§ Material supplied:
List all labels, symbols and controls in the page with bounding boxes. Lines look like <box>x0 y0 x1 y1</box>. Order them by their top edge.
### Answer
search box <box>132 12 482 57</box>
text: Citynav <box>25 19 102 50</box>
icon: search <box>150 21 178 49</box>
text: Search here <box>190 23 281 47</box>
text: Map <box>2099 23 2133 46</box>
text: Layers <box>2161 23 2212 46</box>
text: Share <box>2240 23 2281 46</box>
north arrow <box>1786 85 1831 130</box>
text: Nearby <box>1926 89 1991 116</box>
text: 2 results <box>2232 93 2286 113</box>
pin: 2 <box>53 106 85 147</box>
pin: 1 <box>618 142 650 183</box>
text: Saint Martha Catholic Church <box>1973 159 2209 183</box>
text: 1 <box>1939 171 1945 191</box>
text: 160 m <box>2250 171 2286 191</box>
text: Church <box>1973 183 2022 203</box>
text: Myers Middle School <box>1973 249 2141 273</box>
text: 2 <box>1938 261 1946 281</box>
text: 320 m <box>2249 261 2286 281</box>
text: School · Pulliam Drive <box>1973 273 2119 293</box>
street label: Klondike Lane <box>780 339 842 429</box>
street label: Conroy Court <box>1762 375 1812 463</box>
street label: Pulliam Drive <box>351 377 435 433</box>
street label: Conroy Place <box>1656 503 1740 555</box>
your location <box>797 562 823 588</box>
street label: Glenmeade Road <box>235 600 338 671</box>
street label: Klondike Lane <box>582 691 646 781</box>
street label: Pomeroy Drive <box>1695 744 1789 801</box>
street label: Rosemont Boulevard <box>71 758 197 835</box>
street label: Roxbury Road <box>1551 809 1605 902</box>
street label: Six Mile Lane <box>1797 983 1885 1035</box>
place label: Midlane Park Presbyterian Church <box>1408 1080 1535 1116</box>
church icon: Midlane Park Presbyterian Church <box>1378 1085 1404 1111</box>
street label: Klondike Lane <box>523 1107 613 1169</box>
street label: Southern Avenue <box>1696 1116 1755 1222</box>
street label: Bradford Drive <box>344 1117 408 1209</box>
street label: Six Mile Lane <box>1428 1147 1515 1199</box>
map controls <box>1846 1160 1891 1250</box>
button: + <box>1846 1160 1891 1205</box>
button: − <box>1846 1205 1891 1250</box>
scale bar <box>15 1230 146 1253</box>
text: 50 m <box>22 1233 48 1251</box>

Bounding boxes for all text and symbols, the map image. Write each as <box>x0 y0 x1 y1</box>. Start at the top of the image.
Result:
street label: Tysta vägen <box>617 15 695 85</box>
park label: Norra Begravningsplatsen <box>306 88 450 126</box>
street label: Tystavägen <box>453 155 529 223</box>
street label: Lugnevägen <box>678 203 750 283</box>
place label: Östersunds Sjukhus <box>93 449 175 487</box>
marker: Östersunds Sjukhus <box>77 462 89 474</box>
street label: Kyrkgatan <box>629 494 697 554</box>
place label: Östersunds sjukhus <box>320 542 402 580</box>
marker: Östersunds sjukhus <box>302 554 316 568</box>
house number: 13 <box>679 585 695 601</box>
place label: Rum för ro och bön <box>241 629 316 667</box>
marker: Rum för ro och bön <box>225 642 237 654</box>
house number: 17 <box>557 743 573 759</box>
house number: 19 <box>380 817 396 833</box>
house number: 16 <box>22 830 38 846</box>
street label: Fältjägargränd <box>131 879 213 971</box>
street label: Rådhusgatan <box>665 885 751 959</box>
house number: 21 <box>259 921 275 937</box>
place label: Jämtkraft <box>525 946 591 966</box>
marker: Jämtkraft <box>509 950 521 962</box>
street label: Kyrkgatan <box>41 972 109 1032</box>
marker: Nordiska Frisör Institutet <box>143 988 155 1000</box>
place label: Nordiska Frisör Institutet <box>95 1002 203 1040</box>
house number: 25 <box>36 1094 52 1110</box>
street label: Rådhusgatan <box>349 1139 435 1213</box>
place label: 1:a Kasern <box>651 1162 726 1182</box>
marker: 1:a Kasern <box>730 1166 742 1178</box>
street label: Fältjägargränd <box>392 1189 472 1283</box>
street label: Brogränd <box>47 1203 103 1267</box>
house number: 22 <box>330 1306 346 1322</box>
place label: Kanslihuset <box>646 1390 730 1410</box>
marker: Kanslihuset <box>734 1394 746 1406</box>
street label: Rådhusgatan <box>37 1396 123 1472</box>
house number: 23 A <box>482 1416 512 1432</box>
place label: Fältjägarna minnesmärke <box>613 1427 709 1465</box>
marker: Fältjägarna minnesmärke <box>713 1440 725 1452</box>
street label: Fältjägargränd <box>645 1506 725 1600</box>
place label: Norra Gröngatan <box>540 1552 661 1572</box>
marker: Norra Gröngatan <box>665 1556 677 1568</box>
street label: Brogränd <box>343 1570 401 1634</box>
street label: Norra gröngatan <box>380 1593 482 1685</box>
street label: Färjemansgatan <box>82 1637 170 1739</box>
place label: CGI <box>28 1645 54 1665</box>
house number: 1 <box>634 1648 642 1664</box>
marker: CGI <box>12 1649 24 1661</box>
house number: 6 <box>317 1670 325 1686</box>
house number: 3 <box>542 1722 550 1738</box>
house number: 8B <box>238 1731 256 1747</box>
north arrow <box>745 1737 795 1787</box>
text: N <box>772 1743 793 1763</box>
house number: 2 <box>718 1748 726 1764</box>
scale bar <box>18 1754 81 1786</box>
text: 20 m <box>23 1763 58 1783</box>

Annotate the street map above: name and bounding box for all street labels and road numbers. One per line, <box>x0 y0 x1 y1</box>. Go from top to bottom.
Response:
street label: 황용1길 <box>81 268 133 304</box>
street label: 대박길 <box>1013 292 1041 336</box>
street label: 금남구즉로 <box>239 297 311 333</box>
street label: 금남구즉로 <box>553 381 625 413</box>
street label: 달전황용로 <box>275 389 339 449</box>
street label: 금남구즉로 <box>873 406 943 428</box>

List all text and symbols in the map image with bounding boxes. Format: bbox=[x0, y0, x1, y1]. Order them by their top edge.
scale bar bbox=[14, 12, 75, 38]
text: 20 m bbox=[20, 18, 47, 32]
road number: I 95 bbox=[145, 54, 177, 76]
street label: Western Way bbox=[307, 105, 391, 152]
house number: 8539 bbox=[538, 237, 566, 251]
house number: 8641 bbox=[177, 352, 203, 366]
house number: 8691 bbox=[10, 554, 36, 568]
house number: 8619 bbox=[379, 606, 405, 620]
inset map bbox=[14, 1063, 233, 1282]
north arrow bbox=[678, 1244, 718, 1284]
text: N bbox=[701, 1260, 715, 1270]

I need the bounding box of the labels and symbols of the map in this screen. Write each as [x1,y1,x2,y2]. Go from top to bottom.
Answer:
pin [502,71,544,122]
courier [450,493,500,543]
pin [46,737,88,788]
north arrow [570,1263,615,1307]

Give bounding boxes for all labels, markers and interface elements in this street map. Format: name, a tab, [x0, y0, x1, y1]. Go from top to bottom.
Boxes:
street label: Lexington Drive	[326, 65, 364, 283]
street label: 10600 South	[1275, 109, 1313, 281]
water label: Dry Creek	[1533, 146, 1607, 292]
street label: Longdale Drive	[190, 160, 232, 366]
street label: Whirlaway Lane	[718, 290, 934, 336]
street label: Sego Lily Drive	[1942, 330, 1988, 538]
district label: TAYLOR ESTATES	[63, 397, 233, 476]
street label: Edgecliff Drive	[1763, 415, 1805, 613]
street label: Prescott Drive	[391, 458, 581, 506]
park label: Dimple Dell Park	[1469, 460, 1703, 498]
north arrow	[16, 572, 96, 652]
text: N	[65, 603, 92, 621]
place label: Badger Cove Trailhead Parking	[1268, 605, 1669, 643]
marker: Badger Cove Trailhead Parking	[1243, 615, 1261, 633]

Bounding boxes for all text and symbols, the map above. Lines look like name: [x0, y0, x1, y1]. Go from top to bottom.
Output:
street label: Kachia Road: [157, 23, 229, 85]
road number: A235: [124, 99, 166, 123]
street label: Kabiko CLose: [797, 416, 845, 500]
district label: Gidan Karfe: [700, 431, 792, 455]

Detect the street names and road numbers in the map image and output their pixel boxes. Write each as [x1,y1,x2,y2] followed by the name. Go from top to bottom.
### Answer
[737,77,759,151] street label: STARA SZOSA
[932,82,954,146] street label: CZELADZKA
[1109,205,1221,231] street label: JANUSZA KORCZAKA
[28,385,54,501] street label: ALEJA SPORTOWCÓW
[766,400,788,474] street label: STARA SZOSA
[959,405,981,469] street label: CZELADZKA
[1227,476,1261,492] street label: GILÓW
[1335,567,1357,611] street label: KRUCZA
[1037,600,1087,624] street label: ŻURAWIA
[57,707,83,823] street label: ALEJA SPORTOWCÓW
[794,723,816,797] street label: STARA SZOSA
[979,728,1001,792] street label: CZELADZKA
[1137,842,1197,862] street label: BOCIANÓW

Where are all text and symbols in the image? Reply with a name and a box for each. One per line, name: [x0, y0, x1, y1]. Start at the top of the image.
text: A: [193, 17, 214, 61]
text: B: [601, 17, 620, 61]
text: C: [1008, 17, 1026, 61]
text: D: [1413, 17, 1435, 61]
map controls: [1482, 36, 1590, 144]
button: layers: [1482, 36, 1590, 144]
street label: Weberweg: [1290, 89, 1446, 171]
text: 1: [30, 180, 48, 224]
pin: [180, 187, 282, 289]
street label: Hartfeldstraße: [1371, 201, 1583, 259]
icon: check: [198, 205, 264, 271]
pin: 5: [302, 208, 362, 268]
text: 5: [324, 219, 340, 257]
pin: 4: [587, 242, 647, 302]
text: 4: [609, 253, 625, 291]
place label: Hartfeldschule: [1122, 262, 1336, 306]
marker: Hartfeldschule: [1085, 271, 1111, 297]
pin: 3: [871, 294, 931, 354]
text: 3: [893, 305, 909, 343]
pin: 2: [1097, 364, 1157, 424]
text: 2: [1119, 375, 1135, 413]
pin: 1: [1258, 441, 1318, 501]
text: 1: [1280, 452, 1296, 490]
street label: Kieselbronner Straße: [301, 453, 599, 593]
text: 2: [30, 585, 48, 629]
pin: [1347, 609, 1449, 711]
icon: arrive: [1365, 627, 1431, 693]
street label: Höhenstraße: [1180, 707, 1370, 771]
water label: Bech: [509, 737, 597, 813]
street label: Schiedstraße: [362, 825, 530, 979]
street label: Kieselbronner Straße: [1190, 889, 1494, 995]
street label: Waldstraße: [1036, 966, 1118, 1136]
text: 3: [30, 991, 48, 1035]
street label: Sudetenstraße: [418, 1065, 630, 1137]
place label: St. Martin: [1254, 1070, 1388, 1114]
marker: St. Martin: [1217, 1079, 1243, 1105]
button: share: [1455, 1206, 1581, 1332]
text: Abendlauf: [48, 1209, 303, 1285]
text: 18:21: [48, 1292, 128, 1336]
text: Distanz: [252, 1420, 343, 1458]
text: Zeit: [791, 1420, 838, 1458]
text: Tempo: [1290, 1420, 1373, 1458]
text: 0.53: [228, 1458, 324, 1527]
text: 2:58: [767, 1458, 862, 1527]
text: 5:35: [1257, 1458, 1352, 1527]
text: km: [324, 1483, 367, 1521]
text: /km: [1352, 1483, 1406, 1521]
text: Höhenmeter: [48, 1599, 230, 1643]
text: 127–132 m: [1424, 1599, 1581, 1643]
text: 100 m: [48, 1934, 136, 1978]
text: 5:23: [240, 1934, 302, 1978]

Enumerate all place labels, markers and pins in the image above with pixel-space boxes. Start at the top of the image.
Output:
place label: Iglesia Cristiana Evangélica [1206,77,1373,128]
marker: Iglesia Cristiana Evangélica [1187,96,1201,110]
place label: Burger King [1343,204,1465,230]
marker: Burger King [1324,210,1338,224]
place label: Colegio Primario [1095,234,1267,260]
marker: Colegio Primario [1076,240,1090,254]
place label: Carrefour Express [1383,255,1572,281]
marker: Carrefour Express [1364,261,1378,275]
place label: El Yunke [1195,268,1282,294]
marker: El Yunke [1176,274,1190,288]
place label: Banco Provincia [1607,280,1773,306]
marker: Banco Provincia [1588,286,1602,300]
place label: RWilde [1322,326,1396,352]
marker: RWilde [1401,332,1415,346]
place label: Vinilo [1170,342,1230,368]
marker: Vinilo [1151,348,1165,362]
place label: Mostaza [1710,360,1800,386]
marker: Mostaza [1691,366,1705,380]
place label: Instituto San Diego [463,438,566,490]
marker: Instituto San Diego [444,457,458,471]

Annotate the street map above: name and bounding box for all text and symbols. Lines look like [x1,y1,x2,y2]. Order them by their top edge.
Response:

§ Activity:
Transcribe, exactly and without additions, the lines of the records above, beginning with the line that contains "Give bounding boxes" and ending with the line that contains "Detect the street", both included.

§ Result of this task:
Give bounding boxes for all labels, markers and interface elements in this street map. Format: name, a tab, [x0, y0, x1, y1]. Go from top to bottom.
Boxes:
street label: Lexington Drive	[326, 65, 364, 283]
street label: 10600 South	[1275, 109, 1313, 281]
water label: Dry Creek	[1533, 146, 1607, 292]
street label: Longdale Drive	[190, 160, 232, 366]
street label: Whirlaway Lane	[718, 290, 934, 336]
street label: Sego Lily Drive	[1942, 330, 1988, 538]
district label: TAYLOR ESTATES	[63, 397, 233, 476]
street label: Edgecliff Drive	[1763, 415, 1805, 613]
street label: Prescott Drive	[391, 458, 581, 506]
park label: Dimple Dell Park	[1469, 460, 1703, 498]
north arrow	[16, 572, 96, 652]
text: N	[65, 603, 92, 621]
place label: Badger Cove Trailhead Parking	[1268, 605, 1669, 643]
marker: Badger Cove Trailhead Parking	[1243, 615, 1261, 633]

Bounding boxes for all text and symbols, the map above. Lines look like name: [x0, y0, x1, y1]. Go from top to bottom.
Output:
street label: Kachia Road: [157, 23, 229, 85]
road number: A235: [124, 99, 166, 123]
street label: Kabiko CLose: [797, 416, 845, 500]
district label: Gidan Karfe: [700, 431, 792, 455]

Detect the street names and road numbers in the map image and output their pixel boxes. Write each as [x1,y1,x2,y2] followed by the name. Go from top to bottom.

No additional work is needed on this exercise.